A Moscow district court on Monday sentenced the last of 10 people who were charged in connection with nationalist riots involving thousands of protesters at the capital's Manezh Square in 2010.
Pavel Vazhenin — a psychologist and yoga enthusiast, according to newspaper Kommersant — was convicted of hooliganism and assaulting an official on duty and sentenced to three years in prison, Interfax reported Monday.
Other charges of mass rioting and inciting hatred were dropped over the statute of limitations, the report said.
It is unclear whether Vazhenin, who denied all charges except for assaulting an official, is planning to appeal the sentence.
The so-called Manezh Square riots saw about 5,000 people, most of them ultranationalist football fans, clash with police at the foot of the Kremlin in December 2010.
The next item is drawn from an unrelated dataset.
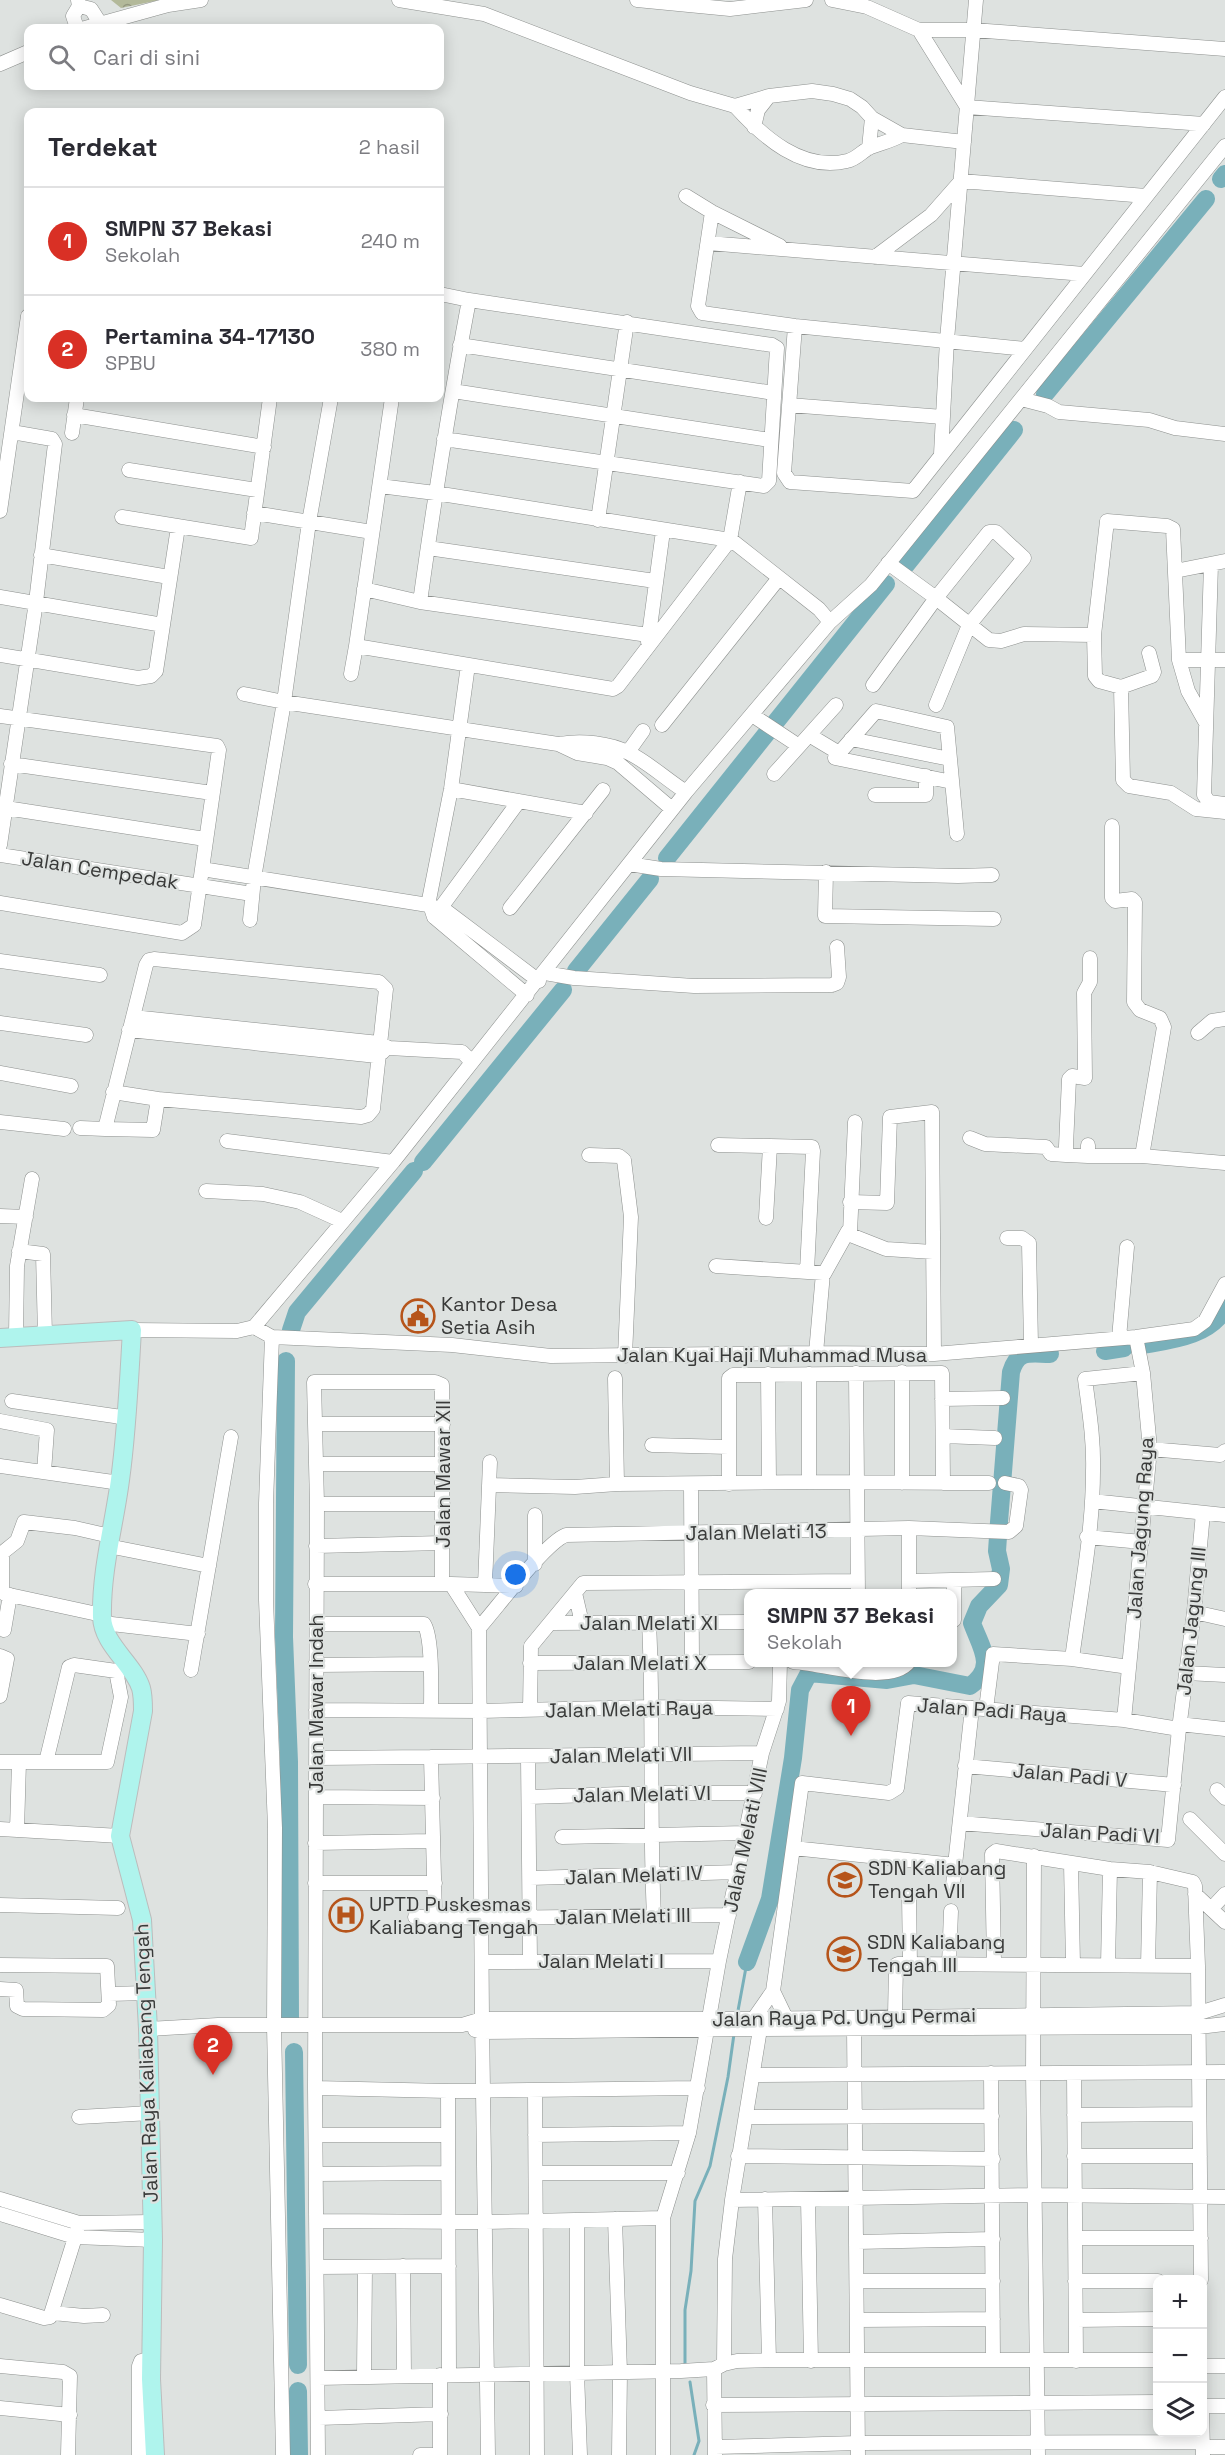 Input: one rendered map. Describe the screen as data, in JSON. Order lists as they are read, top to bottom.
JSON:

The crowd was protesting the case of a fellow fan who was stabbed to death in a fatal brawl with natives of the North Caucasus — a predominantly Muslim region of Russia whose inhabitants frequently clash with Russian nationalists — insisting police was being paid off to cover up for the alleged murderer.
Six Caucasus natives were jailed over the fan's death in 2011 and nine people have been charged over the Manezh Square riots, though some have been given a suspended sentence.
Russian authorities have an ambivalent policy toward grassroots protests — while cracking down on the people who clashed with police at an anti-Kremlin rally in 2012, they have largely turned a blind eye toward a string of anti-migrant pogroms and protests that have taken place across the country in recent years.